A sacred sapling of the Bodhi Buddhist tree in Australian quarantine before Bendigo planting
The Australian quarantine nurtures a sacred sapling from a Sri Lankan bohdi tree that can be directly related to Buddha over 2,300 years ago.
- A sapling of the famous bodhi tree in Sri Lanka is currently in Australian quarantine awaiting planting in Bendigo
- The specimen is a direct descendant of the tree under which Buddha attained enlightenment
- This tree is the oldest tree known to have been planted by man around 2,300 years ago
The sacred tree of Sri Lanka is revered by the worldwide Buddhist community and is a direct descendant of the original tree under which Buddha obtained enlightenment.
It is the oldest living tree with a known planting date.
The sapling will remain in Australian quarantine for 12 months and ultimately will be planted at the Great Stupa of Universal Compassion in Bendigo, Victoria.
The president of the Great Stupa of Universal Compassion, Ian Green, said that once the sapling is planted, Bendigo will become a pilgrimage destination for Buddhists around the world.

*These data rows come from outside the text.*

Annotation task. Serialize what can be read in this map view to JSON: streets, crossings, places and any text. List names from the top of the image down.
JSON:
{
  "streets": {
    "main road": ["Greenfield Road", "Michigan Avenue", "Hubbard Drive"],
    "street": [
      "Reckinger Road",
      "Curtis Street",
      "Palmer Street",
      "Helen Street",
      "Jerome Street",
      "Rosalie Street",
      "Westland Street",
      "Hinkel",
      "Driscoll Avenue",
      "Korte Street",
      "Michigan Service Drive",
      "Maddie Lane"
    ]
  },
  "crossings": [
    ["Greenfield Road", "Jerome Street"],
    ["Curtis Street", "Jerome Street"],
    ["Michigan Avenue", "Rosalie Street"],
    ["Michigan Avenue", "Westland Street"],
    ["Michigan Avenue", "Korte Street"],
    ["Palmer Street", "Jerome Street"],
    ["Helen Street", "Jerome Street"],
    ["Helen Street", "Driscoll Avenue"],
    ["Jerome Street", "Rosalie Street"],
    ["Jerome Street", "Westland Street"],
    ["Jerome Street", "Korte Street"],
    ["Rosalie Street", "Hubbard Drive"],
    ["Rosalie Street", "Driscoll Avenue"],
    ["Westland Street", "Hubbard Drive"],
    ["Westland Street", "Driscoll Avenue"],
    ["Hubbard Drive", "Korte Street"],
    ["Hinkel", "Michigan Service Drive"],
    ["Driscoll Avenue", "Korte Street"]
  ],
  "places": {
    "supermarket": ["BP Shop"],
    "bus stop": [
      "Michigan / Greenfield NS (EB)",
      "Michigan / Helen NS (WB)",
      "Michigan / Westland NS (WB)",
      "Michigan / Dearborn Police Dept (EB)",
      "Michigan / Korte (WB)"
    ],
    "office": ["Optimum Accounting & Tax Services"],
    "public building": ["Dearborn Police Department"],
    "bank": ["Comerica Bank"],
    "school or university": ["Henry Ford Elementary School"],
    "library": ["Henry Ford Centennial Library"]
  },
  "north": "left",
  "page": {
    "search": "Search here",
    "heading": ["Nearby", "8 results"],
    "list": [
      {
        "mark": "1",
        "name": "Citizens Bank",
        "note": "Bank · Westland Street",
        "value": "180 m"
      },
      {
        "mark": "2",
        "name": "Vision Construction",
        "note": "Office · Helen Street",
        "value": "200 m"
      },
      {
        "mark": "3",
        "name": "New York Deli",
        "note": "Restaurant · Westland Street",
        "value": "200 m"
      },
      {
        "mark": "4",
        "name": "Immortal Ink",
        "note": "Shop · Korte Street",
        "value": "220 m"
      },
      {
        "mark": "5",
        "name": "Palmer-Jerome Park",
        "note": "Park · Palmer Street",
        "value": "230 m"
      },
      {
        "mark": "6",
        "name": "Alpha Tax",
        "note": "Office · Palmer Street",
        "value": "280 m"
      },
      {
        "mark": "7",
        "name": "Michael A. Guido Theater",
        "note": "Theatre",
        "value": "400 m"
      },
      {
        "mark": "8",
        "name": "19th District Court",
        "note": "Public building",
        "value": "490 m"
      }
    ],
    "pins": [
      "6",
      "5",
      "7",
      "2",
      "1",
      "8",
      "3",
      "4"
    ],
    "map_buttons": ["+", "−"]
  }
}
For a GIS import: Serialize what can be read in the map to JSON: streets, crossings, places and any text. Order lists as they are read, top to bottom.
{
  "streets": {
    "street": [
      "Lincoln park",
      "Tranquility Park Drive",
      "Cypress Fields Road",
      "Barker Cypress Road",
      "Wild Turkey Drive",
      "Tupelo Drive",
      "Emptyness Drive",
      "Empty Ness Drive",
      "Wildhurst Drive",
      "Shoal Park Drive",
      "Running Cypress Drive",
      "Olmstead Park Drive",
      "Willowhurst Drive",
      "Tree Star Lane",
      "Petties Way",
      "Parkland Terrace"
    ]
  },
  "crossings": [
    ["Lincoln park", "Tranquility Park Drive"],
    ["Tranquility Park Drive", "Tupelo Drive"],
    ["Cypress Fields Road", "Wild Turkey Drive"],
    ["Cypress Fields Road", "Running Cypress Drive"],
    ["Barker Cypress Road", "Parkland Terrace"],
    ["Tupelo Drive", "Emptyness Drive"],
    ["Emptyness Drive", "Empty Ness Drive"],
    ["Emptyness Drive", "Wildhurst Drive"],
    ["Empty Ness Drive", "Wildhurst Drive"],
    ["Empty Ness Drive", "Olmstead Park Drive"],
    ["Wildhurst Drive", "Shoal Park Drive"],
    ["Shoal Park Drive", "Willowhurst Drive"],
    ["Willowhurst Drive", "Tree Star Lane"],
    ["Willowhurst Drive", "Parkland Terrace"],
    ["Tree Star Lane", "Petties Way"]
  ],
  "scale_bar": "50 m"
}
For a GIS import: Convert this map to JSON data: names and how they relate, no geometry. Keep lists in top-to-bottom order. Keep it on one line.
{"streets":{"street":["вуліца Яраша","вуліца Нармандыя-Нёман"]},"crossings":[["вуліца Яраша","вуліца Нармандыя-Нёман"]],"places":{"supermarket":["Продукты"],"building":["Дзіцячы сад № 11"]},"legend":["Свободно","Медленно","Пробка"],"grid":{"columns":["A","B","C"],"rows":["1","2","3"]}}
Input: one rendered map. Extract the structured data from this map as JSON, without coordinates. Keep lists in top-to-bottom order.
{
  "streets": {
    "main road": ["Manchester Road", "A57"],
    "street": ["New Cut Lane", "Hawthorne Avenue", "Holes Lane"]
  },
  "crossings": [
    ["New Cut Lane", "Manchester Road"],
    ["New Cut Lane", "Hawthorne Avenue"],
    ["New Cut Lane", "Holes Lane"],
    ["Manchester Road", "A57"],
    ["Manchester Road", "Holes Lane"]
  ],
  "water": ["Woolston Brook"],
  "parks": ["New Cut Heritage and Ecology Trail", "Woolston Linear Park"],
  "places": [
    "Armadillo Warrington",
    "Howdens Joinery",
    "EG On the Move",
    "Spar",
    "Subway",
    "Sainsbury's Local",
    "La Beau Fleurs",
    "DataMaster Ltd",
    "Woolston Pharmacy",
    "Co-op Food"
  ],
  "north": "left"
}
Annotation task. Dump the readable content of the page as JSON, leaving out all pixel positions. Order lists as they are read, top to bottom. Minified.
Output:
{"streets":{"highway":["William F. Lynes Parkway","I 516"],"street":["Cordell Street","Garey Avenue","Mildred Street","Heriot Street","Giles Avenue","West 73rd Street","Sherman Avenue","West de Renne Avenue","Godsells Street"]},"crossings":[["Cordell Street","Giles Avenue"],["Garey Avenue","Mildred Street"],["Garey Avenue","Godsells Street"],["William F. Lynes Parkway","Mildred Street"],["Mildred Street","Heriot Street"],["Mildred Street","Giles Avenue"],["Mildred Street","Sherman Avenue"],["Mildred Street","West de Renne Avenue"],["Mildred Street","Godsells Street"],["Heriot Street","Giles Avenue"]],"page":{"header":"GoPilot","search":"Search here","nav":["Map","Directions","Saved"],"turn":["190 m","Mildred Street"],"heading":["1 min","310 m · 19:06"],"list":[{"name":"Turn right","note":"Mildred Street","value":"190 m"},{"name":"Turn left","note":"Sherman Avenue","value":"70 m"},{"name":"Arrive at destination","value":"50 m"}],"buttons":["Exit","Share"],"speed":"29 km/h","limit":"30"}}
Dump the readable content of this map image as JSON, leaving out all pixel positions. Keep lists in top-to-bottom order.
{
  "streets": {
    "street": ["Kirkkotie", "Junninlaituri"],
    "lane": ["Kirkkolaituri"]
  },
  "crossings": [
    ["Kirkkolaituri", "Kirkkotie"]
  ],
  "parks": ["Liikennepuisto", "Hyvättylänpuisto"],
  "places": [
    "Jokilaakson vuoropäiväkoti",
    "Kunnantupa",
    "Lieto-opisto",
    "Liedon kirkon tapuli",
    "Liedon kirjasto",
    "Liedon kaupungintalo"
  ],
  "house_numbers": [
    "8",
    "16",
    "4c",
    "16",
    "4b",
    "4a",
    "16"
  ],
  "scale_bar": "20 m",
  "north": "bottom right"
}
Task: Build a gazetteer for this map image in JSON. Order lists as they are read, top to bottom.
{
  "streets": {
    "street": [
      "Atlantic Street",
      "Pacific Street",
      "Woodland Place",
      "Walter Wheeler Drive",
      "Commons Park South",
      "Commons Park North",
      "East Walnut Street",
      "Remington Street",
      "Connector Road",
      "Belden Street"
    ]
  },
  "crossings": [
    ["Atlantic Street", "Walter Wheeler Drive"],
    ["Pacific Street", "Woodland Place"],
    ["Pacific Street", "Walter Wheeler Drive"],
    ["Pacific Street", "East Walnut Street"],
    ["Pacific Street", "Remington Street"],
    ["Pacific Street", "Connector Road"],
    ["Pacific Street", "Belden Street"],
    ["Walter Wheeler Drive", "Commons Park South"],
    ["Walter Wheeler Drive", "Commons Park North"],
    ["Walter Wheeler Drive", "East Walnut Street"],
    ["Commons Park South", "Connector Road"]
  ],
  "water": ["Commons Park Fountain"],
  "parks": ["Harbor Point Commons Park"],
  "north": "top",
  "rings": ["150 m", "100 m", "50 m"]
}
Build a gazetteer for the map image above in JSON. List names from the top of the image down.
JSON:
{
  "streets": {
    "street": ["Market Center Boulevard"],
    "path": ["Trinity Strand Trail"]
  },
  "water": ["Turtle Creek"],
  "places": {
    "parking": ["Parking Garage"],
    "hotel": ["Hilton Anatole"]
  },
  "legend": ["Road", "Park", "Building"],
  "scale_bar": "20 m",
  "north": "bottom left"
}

“Having this connection to history is very unusual and inspiring, and it brings the whole story of the Buddha to life,” Mr. Green said.
The tree will eventually be planted in a temple known as Bodhi Vhamma Vihara, and will become the first place in the Victoria region for Sri Lankan Buddhists to practice their rituals.
The oldest living tree in the world
Mr. Green said the importance of the tree to the Buddhist community is immense, as the original tree was the birthplace of Buddhism.
“After making a great effort to try to find the spiritual meaning of his life, the Buddha sat in the shade of a bodhi tree in India and stayed there until he had this experience where he got enlightenment – which means he understood the answer to his questions and from that moment Buddhism was born, ”he said.
“It is still there today – it is actually guarded and maintained by a botanist and the whole thing is protected like a living treasure.
“To have a descendant of the tree that the Buddha sat under more than 2,000 years ago is incredibly moving,” Mr. Green said.
Year in quarantine
Australian plant protection officer Dr Gabrielle Vivien-Smith told ABC’s Fiona Parker that quarantine authorities hope the sapling will be released in May 2022.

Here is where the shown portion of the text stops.